Per qualche dollaro in più (Italy, Spain, West Germany 1965 / Director: Sergio Leone)
For a Few Dollars More | Für ein Paar Dollar Mehr (Germany)| Por mais alguns dólares (Portugal) | Pour quelques dollars de plus (France) | Por unos dólares más (Argentina) | Por unos pocos dólares más (Argentina) | La muerte tenía un precio (Spain) | Por unos cuantos dólares más (Spain) | Por unos pocos dólares más (Spain) | Por uns dólares a mais (Brasil) | Za kilka dolarów więcej (Poland) | Bir Avuç Dolar (Turkey) | För några få dollar mer (Sweden) | Yuhino Gunman (Japan) | Za dolar vise (Yugoslavia) | Pro pár dolarů navíc (Czech Republic)
Clint Eastwood returns from Per un pugno di dollari playing a bounty hunter. In order to hunt mentally unstable bank robber Indio, played by Gian Maria Volonté, who has just escaped from prison he teams up with Colonel Mortimer, played by Lee Van Cleef. Together they set about infiltrating Indio's gang and after escaping to mexico following a bank robbery they must kill the gang and Indio to collect the reward. Colonel Mortimer has personal reasons for wanting Indio dead, which allows Leone his first use of the flashback sequences, and allows greater integration of the music into story of the film.
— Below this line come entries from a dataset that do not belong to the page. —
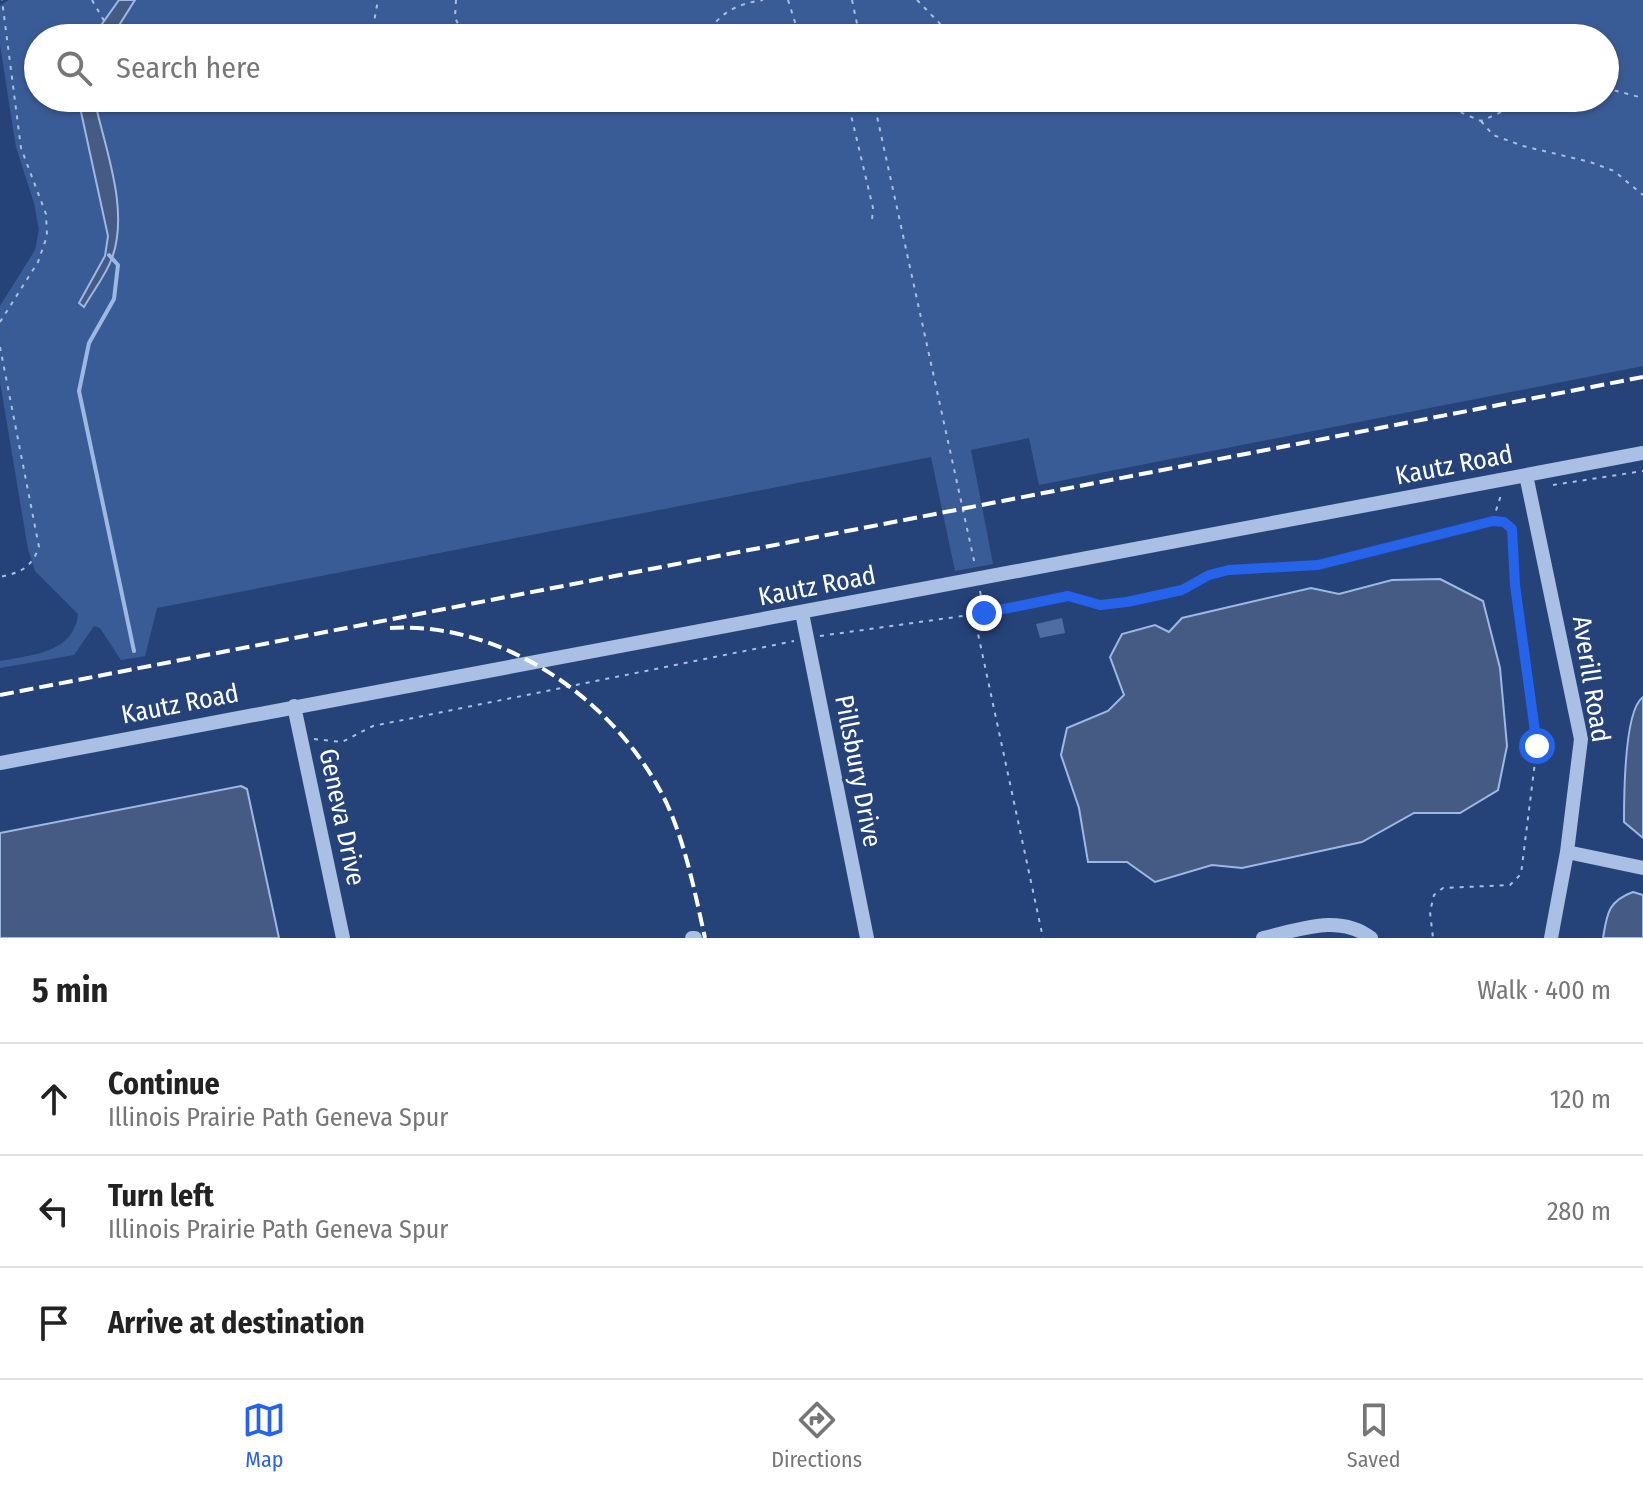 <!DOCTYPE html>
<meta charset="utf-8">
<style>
:root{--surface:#fff;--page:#f2f2f2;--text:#222;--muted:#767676;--line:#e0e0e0;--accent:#2563eb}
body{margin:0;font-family:"Fira Sans Condensed",sans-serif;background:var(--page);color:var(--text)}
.stop{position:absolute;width:24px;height:24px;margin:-18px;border:6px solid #2563eb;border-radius:50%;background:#fff}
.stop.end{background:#2563eb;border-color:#fff;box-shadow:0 2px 8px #0008}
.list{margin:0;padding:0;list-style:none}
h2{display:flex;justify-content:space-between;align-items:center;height:104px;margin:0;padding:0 32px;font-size:34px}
h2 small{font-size:26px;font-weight:400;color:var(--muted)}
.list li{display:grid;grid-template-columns:52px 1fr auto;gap:24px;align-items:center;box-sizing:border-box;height:112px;padding:0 32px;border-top:2px solid var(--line)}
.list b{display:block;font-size:30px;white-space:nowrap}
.list p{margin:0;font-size:26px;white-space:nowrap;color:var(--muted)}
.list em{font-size:26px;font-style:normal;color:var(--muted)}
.icon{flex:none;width:44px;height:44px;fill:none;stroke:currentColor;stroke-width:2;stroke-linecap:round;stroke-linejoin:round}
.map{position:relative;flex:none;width:1643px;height:938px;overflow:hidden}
.search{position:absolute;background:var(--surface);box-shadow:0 2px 6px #0004;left:24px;right:24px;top:24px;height:88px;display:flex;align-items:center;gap:20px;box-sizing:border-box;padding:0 28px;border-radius:44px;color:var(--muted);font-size:30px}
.sheet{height:440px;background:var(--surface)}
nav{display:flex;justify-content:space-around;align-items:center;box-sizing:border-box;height:112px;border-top:2px solid var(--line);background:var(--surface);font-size:22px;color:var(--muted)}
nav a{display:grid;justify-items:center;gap:4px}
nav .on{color:var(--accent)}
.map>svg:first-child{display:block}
.green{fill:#3a5c96;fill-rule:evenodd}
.water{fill:#455b83;stroke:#9eb8e4;stroke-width:2}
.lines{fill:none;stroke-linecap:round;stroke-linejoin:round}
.stream{stroke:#9eb8e4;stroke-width:4}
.building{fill:#4f6da3}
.path{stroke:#a9bfe3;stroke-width:2;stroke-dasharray:4 6;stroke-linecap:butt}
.minor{stroke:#a9bfe3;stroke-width:14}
.rail{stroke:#fff;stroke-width:4;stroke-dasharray:14 6;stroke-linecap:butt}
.route{stroke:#2563eb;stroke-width:10}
.labels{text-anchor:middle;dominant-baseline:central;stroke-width:7;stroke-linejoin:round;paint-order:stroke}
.street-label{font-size:26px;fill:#fff;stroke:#264379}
</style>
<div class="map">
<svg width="1643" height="938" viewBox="0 0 1643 938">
<rect width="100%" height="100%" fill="#264379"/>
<path class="green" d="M9 0H1643V366L1039 485 1029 438 971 450 993 564 955 571 931 457 157 608 145 656 121 660 100 628 94 626 74 655 0 668V661C32 655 74 653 78 614L35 571 28 549 0 382V306L35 250 39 230 34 203 16 147 0 45V6ZM38 38H1605V98H38Z"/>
<path class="water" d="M119 0H135L111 38H92Z
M78 98H94C104 146 130 209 112 258 106 275 93 291 84 307L79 303 105 256 108 236Z
M1440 579 1483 601 1500 668 1507 746 1498 790 1460 813H1414L1362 842 1242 868 1212 865 1155 882 1127 862H1088L1079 808 1061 755 1067 728 1108 711 1124 695 1110 657 1122 634 1155 625 1169 632 1182 618 1311 588 1339 594 1392 580Z
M1643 697V838L1624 822C1624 797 1624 710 1643 697Z
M241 786 247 789 279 938H0V833Z
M1633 892 1643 895V938H1603C1607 914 1608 901 1633 892Z"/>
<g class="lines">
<path class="stream" d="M109 255 118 265 114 299 89 343 79 391 134 651"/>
</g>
<path class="building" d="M1062 618 1065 633 1040 638 1036 624Z"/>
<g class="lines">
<path class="path" d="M92 0 114 38
M456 0 455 18 465 37
M788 0 800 38
M852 0 860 38
M917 0 948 32 980 27 1003 38
M371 38 378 0
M463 38H487
M563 38H589
M705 38C718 13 736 4 763 0
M1028 38 1060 28 1086 38
M1254 38 1267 33 1279 38
M1605 88 1643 98
M169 98 182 103 201 98
M268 98 305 107 326 98
M635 98 637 104 644 109 655 98
M847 98 873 208 872 220
M873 98 975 565
M1403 98 1418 104 1448 107 1481 121 1515 106 1551 110 1567 98
M1481 121 1493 135 1523 146 1590 162 1614 171 1643 195
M0 322 38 262 47 236 46 214 21 148 2 0
M0 347 39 547C31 568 22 572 0 577
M1553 485 1643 471
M1493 520 1501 495
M980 591 984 612
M974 615 1043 938
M820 636 984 613 1068 596 1100 605 1127 602 1182 590 1209 575 1318 565 1493 521 1504 522 1512 529 1515 585 1537 746 1521 874 1510 885 1443 888 1434 895 1430 912 1433 938
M314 739 342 742 373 726 794 641"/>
<path class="minor" d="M1526 475 1581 739 1567 852 1551 938
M802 613 867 938
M294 706 343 938
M0 763 1643 453
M1567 852 1643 868
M692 938H695
M1263 938C1299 930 1339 913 1371 938"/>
<path class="rail" d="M390 628C505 621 619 703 667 804 686 846 695 893 705 938
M0 695 1643 377"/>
</g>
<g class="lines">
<path class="route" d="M984 613 1068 596 1100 605 1127 602 1182 590 1209 575 1229 570 1318 565 1493 521 1504 522 1512 529 1515 585 1537 746"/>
</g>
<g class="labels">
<g class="street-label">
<text transform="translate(1454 465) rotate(-11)">Kautz Road</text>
<text transform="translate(817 586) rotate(-11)">Kautz Road</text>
<text transform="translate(1591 679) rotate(81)">Averill Road</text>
<text transform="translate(180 704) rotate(-11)">Kautz Road</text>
<text transform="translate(858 771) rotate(79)">Pillsbury Drive</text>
<text transform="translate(342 817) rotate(78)">Geneva Drive</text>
</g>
</g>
</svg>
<div class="stop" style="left:1537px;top:746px"></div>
<div class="stop end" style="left:984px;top:613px"></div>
<div class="search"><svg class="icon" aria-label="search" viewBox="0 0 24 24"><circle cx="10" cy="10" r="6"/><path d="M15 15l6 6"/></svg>Search here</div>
</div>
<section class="sheet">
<h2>5 min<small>Walk · 400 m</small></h2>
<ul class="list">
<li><svg class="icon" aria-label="ahead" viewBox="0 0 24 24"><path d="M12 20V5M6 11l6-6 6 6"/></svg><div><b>Continue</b><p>Illinois Prairie Path Geneva Spur</p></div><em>120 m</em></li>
<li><svg class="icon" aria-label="left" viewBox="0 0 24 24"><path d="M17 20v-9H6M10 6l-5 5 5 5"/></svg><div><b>Turn left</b><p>Illinois Prairie Path Geneva Spur</p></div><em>280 m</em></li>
<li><svg class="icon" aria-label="arrive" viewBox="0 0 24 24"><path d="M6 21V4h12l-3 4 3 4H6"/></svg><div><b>Arrive at destination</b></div></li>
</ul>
</section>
<nav>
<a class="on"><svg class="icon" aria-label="map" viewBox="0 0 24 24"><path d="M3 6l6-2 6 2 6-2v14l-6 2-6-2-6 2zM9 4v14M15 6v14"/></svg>Map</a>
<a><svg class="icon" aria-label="directions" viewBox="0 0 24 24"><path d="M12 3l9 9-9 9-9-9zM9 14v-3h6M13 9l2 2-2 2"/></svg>Directions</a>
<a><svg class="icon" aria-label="saved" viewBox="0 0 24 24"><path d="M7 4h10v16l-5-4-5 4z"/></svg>Saved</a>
</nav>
This pulse-pounding follow-up to Sergio Leone's A Fistful of Dollars brings back Clint Eastwood as the serape-clad, cigar-chewing Man With No Name. Engaged in an ongoing battle with bounty hunter Col. Douglas Mortimer (Lee Van Cleef), the Man joins forces with his enemy to capture homicidal bandit Indio (Gian Maria Volonte). Both the Eastwood and Van Cleef characters are given understandable motivations for their bloodletting tendencies, something that was lacking in A Fistful of Dollars. In both films, however, the violence is raw and uninhibited--and in many ways, curiously poetic. Leone's tense, tight closeups, pregnant pauses and significant silences have since been absorbed into the standard spaghetti-western lexicon; likewise, Ennio Morricone's haunting musical score has been endlessly imitated and parodied. For a Few Dollars More was originally titled Per Qualche Dollaro in Piu; it would be followed by the last and best of the "Man with No Name" trilogy, The Good, The Bad and the Ugly.